Lesko did have a suggestion for who might be a good alternative for conducting a study of Hometown: his former colleague, Dr. Richard Clapp. A professor of environmental health at Boston University, Clapp is also a member of the Prevent Cancer Coalition board.
But Hometown residents might want to consider whether an epidemiological study is something they want to press for at all. There are many problems associated with this kind of research for pollution-afflicted communities, according to Dr. Steven Wing, an epidemiologist at the University of North Carolina at Chapel Hill. Wing is the researcher who documented a connection between Pennsylvania's 1979 Three Mile Island nuclear disaster and increased cancer rates in the surrounding communities. In his work on TMI, Wing encountered deep biases on the part of DOH and other officials and wrote about his experience in a monograph titled "Objectivity and Ethics in Environmental Health Science" published in the journal Environmental Health Perspectives in 2003.
"The health and pollution issues in Hometown are frustrating for several reasons," Wing wrote in a recent e-mail to me. "Whatever pollution there is in the area should concern people who live with it regardless of their disease experience. It is disrespectful, dangerous and irresponsible for industries to avoid costs by dumping on people and leaving a mess that contaminates the environment. Unfortunately that happens in far too many places and tends to occur more in places where people have less wealth and political power.
"Clusters of the non-infectious diseases you write about are resistant to satisfactory investigation for several reasons," he continued. "First, these diseases are not named according to a necessary cause. Unlike tuberculosis, salmonellosis, the flu, or black lung, all of which are named according to a causal agent that is found in every case, cancers, thyroid and autoimmune diseases are named according to their site of occurrence in the body, changes in tissues, or effects on function. If there is an infectious disease outbreak, the infectious agent can be isolated from sick people and the investigation involves looking for the source of the germ, such as drinking water, food, a human carrier, or insect vectors. With cancer (for example), nothing isolated from a patient indicates what caused the cancer. Even strong carcinogens are not very effective in producing specific cancers -- most smokers do not get lung cancer -- and it is very hard to know what people have been exposed to via air, water, diet, and dermal absorption over the long time periods that are involved with most cancers.
"... In my experience it is hard to get much satisfaction from studies like those conducted by PDOH because these studies do not have the sensitivity to detect the causes of disease," Wing concluded. "But this doesn't mean that there is no causal connection between the environment and health, and it doesn't mean people shouldn't fight for clean up and environmental protection on principle, regardless of evidence about disease."

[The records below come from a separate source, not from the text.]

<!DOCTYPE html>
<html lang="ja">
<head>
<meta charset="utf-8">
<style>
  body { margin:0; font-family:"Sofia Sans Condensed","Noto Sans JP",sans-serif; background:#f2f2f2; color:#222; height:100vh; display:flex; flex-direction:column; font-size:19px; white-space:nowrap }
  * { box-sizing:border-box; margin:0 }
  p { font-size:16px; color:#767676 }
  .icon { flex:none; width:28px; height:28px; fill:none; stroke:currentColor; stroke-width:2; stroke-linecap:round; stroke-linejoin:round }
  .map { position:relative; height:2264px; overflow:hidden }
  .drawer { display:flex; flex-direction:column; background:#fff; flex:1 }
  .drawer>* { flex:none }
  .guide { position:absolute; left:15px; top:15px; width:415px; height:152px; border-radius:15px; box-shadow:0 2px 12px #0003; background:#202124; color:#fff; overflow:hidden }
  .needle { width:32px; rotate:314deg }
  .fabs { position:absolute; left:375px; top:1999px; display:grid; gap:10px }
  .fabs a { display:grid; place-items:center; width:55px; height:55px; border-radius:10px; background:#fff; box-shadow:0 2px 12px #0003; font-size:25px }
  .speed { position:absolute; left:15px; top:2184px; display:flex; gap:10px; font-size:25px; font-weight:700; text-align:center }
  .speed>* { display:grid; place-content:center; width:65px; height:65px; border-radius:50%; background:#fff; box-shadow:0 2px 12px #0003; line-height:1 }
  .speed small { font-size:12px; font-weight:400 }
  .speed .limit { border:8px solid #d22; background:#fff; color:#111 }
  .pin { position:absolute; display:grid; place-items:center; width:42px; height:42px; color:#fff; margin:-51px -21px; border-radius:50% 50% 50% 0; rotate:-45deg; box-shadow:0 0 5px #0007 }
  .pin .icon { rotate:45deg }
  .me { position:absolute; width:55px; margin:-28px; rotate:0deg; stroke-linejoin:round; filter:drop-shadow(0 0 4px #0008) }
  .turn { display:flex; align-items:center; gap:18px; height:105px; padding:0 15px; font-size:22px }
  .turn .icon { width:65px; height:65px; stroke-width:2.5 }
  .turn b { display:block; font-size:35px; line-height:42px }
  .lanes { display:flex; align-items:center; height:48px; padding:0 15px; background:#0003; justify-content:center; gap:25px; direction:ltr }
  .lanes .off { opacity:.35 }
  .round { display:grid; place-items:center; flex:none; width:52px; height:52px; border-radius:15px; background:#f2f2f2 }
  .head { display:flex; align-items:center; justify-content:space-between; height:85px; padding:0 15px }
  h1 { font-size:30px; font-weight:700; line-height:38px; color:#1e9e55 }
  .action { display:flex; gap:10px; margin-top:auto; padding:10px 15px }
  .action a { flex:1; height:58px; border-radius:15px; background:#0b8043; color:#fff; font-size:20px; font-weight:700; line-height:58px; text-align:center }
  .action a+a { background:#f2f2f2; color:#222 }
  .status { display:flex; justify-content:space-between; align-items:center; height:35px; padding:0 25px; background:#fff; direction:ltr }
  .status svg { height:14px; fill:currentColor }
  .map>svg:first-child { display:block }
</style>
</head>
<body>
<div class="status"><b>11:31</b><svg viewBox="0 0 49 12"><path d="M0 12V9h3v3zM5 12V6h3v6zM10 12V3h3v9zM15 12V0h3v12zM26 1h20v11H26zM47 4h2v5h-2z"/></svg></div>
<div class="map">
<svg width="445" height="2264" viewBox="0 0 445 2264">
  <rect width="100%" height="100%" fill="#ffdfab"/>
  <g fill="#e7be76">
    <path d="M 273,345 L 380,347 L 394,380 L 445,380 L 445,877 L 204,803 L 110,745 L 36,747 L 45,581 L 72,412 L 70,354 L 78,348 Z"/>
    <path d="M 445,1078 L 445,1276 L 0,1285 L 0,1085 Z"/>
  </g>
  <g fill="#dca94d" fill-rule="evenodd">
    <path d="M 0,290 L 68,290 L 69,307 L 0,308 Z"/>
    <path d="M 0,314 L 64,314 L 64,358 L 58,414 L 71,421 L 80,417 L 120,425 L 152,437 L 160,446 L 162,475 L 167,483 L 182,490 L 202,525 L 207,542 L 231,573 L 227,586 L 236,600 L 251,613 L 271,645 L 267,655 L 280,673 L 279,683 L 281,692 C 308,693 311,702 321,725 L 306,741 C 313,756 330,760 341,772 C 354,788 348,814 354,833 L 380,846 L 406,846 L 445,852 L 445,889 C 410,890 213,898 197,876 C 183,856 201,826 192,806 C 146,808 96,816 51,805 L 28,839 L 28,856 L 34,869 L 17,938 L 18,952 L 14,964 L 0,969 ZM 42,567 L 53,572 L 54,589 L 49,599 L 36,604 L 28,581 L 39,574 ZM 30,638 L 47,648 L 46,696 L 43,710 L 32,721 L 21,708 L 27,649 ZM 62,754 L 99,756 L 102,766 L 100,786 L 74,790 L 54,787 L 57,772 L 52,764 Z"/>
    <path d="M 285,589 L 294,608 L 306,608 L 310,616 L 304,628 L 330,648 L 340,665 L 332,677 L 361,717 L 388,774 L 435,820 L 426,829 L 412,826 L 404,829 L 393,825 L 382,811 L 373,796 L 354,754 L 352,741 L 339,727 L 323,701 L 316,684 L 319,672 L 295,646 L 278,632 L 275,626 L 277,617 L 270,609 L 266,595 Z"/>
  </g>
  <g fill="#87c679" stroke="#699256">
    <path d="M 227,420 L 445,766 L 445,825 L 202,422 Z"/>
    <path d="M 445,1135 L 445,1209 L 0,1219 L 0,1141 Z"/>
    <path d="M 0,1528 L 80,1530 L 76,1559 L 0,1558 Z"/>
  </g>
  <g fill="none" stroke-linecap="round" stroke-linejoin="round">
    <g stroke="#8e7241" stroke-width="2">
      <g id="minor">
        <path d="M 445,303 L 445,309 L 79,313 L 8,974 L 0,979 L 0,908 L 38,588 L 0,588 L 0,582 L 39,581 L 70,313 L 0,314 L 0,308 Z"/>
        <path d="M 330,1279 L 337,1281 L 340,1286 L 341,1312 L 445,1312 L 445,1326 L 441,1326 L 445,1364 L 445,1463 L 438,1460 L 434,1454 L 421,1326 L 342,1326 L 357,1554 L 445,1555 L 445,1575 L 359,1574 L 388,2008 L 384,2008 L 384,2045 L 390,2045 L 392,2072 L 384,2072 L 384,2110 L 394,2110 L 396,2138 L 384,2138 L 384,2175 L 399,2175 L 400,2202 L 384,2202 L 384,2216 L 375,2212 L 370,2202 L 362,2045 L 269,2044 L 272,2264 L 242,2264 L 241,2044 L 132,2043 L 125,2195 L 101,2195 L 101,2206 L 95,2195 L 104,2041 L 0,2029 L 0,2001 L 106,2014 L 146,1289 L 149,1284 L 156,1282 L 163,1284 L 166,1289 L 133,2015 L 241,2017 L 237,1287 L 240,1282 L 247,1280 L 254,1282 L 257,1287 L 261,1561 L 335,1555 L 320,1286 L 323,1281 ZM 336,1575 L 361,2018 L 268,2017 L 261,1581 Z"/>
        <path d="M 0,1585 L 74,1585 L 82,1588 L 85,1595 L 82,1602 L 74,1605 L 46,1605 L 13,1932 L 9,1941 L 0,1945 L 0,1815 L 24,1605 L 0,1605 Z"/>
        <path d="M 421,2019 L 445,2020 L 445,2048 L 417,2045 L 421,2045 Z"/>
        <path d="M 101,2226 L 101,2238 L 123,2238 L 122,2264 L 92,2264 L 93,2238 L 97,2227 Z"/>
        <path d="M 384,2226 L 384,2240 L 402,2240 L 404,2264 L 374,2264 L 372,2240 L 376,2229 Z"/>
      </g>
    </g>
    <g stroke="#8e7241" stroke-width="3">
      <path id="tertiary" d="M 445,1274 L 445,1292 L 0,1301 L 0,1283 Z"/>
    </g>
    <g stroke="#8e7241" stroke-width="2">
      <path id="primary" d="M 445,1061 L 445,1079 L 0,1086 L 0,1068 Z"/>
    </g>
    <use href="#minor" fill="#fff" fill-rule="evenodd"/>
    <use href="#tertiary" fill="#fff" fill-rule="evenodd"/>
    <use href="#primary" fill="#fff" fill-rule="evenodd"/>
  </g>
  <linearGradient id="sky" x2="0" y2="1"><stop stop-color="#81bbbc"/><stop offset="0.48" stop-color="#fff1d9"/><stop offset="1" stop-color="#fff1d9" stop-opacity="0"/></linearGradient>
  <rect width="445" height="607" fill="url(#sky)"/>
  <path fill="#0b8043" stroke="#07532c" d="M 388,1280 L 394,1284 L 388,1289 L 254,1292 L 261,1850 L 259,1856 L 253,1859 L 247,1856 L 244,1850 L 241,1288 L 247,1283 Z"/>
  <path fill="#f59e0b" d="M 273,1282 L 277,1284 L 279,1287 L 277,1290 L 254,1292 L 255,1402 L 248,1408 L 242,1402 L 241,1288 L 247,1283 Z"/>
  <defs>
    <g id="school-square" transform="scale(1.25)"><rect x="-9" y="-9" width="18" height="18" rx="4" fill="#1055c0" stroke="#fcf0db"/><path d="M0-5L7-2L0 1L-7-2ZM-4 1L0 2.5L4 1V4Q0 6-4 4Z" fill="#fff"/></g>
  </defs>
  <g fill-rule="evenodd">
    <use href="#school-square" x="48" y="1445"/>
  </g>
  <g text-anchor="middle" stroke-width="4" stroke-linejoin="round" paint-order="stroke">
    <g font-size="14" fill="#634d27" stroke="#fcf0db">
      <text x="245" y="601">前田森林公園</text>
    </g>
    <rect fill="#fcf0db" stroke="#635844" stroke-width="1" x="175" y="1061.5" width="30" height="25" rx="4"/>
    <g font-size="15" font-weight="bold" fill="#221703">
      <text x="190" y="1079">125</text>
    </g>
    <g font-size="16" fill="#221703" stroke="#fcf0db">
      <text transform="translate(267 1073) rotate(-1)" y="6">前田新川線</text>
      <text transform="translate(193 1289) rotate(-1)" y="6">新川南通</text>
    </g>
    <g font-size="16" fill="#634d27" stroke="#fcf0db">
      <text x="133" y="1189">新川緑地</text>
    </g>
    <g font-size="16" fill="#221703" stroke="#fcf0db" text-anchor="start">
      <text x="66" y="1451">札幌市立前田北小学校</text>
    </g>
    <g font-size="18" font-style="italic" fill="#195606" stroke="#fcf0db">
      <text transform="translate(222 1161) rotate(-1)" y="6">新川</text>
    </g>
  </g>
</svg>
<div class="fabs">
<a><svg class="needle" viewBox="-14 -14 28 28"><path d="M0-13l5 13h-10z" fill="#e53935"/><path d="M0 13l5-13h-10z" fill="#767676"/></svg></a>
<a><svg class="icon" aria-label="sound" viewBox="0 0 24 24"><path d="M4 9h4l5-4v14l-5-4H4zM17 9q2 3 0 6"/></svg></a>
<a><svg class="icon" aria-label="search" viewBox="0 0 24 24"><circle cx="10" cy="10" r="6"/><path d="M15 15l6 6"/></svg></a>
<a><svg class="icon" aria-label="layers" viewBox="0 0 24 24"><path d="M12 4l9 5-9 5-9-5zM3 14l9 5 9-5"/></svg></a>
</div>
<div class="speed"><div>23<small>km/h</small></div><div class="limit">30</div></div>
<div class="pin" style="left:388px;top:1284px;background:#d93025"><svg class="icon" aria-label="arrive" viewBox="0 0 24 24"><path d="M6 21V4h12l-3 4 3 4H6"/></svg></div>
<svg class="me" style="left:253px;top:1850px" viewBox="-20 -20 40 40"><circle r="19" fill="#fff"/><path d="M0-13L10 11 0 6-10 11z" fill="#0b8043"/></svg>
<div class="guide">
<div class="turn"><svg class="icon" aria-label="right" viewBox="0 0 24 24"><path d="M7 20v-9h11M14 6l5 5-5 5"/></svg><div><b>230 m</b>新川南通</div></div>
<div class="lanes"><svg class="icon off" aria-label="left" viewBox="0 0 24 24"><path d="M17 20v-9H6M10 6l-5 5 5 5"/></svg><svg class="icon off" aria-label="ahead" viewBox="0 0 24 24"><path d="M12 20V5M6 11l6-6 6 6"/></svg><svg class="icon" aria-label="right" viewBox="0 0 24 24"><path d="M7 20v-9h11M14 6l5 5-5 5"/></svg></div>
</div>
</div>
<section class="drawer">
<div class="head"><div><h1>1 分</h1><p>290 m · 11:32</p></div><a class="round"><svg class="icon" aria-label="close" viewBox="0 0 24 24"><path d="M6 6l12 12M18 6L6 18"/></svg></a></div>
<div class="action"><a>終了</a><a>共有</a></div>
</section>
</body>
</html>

Hear, hear. Furthermore, we the people of Hometown don't need a multimillion-dollar, taxpayer-funded study to know our health is being damaged by the area's extraordinary levels of environmental pollution. But by pushing for such a health study, politicians appear to be doing something about the local health crisis while allowing it to continue. Meanwhile, what are are those politicians doing to clean up the mess in Hometown -- and to get us the medical help we need right now?